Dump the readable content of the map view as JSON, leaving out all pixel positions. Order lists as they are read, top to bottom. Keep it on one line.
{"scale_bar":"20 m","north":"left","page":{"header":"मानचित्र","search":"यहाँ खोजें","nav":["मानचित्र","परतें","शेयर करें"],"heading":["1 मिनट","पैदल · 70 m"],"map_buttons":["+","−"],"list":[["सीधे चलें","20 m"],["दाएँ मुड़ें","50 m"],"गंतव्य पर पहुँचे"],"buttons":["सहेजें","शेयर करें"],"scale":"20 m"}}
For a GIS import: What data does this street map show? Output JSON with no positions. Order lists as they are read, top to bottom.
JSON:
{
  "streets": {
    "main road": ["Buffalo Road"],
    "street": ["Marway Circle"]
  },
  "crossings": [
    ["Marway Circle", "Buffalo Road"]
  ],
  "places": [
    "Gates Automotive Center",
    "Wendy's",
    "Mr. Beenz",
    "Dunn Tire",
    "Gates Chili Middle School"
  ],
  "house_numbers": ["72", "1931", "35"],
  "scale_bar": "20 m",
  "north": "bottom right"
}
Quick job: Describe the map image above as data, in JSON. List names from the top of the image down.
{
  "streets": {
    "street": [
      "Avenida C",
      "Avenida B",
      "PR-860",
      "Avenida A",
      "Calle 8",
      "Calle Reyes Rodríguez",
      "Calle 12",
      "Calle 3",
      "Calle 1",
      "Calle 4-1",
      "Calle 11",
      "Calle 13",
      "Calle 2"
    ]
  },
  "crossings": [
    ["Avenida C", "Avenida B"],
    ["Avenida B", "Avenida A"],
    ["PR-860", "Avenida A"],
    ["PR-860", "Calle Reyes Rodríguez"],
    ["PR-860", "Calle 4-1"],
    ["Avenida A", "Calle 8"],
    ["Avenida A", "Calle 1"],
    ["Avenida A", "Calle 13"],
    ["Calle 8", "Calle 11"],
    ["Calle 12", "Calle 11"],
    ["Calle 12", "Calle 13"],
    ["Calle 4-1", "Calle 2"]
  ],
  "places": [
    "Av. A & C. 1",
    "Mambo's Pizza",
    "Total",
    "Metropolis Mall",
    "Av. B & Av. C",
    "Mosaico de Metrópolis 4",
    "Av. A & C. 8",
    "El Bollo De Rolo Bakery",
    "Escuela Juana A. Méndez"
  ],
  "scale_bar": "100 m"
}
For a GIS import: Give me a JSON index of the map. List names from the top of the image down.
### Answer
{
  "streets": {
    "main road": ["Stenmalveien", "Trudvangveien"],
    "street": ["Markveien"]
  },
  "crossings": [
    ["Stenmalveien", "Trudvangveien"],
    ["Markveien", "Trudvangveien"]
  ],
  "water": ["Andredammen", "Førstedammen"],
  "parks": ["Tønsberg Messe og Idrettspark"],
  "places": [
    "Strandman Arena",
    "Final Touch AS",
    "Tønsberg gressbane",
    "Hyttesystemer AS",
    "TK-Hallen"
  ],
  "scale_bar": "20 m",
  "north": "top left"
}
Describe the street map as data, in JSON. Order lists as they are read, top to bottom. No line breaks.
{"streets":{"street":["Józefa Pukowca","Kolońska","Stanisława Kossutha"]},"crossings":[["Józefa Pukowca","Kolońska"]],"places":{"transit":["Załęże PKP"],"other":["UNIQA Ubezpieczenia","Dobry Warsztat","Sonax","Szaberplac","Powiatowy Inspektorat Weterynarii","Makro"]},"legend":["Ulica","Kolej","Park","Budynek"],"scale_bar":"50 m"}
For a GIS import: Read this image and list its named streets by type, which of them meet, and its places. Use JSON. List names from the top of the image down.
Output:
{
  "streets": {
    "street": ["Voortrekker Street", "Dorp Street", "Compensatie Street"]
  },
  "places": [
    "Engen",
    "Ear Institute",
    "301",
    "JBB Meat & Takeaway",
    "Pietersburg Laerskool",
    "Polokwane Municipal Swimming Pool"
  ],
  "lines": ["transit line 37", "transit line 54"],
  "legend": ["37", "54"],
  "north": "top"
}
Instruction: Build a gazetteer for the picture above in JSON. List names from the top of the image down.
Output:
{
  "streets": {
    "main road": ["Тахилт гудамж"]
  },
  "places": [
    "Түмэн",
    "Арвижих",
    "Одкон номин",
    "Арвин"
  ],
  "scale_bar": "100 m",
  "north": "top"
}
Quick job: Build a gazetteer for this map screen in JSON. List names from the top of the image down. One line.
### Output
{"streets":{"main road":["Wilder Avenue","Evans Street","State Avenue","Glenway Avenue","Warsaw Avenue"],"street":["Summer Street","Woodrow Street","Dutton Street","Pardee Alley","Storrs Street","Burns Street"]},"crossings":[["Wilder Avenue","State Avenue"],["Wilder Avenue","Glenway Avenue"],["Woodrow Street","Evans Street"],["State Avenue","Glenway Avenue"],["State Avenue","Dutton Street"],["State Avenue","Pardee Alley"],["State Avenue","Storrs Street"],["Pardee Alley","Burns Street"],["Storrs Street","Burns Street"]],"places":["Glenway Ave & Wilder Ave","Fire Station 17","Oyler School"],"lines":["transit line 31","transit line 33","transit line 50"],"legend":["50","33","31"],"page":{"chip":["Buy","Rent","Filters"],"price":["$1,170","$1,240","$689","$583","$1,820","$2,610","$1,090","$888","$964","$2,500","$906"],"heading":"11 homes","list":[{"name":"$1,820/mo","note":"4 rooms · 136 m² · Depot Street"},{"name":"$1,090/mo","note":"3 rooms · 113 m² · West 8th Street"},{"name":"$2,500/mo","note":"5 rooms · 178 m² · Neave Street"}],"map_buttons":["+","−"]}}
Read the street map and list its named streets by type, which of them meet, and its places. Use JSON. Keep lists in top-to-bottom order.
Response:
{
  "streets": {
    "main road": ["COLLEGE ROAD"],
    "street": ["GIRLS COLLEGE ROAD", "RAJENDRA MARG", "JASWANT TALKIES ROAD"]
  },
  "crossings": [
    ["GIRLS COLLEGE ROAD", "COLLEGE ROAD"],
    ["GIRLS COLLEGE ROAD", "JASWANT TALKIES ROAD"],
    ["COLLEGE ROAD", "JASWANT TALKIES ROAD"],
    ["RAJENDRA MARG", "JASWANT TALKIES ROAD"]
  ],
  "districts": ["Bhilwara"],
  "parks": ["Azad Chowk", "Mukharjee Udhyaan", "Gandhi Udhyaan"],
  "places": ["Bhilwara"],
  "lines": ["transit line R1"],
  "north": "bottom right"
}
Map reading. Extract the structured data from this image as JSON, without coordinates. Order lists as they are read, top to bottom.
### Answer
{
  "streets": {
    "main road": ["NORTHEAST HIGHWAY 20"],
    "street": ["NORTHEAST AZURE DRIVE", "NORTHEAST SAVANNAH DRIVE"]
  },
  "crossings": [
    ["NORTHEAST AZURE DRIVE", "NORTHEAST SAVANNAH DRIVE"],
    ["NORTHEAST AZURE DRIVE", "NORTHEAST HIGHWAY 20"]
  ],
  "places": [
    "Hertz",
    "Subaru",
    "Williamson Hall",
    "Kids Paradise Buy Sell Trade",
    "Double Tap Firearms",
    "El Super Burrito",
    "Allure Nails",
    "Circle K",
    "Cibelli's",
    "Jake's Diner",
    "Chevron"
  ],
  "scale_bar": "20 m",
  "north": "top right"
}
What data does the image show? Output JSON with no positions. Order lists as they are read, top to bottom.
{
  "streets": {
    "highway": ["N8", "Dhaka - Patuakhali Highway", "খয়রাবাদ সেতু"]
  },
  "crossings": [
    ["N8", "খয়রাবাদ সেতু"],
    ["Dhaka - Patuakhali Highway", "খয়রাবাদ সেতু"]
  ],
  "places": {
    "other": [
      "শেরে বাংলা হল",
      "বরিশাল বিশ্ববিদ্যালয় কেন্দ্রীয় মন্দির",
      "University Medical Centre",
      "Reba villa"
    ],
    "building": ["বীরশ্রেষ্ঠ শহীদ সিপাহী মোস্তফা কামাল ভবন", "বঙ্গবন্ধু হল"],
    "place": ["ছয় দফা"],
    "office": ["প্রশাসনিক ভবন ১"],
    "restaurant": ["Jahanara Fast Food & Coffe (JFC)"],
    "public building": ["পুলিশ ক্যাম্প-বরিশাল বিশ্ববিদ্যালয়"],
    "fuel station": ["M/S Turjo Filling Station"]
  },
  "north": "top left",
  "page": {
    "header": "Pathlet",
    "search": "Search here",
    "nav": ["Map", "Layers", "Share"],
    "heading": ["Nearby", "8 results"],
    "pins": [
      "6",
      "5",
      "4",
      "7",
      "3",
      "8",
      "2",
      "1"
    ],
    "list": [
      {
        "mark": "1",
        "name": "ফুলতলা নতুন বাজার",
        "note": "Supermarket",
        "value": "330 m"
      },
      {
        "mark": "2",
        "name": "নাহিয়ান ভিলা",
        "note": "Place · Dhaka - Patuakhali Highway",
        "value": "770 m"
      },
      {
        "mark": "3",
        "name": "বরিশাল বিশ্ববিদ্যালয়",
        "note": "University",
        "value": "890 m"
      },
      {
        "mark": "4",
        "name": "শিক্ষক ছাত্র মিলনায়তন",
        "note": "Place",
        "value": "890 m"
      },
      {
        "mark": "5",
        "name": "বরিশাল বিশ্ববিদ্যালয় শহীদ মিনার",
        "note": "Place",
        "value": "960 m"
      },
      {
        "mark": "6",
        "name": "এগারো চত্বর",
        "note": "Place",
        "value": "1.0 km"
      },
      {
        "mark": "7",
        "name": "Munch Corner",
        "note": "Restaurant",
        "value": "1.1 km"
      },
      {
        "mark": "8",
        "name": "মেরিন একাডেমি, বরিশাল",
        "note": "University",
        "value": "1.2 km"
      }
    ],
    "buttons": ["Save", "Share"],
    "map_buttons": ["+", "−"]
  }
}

-=-=-=-=-

### WHAT THE TASK REQUIRES
When the line with "Describe the street" is reached in the data above, start copying there, and copy each line exactly until the line with "For a GIS import: Read" has been copied; copy nothing else.

### SOLUTION TO THE PROBLEM
Describe the street map as data, in JSON. Order lists as they are read, top to bottom. No line breaks.
{"streets":{"street":["Józefa Pukowca","Kolońska","Stanisława Kossutha"]},"crossings":[["Józefa Pukowca","Kolońska"]],"places":{"transit":["Załęże PKP"],"other":["UNIQA Ubezpieczenia","Dobry Warsztat","Sonax","Szaberplac","Powiatowy Inspektorat Weterynarii","Makro"]},"legend":["Ulica","Kolej","Park","Budynek"],"scale_bar":"50 m"}
For a GIS import: Read this image and list its named streets by type, which of them meet, and its places. Use JSON. List names from the top of the image down.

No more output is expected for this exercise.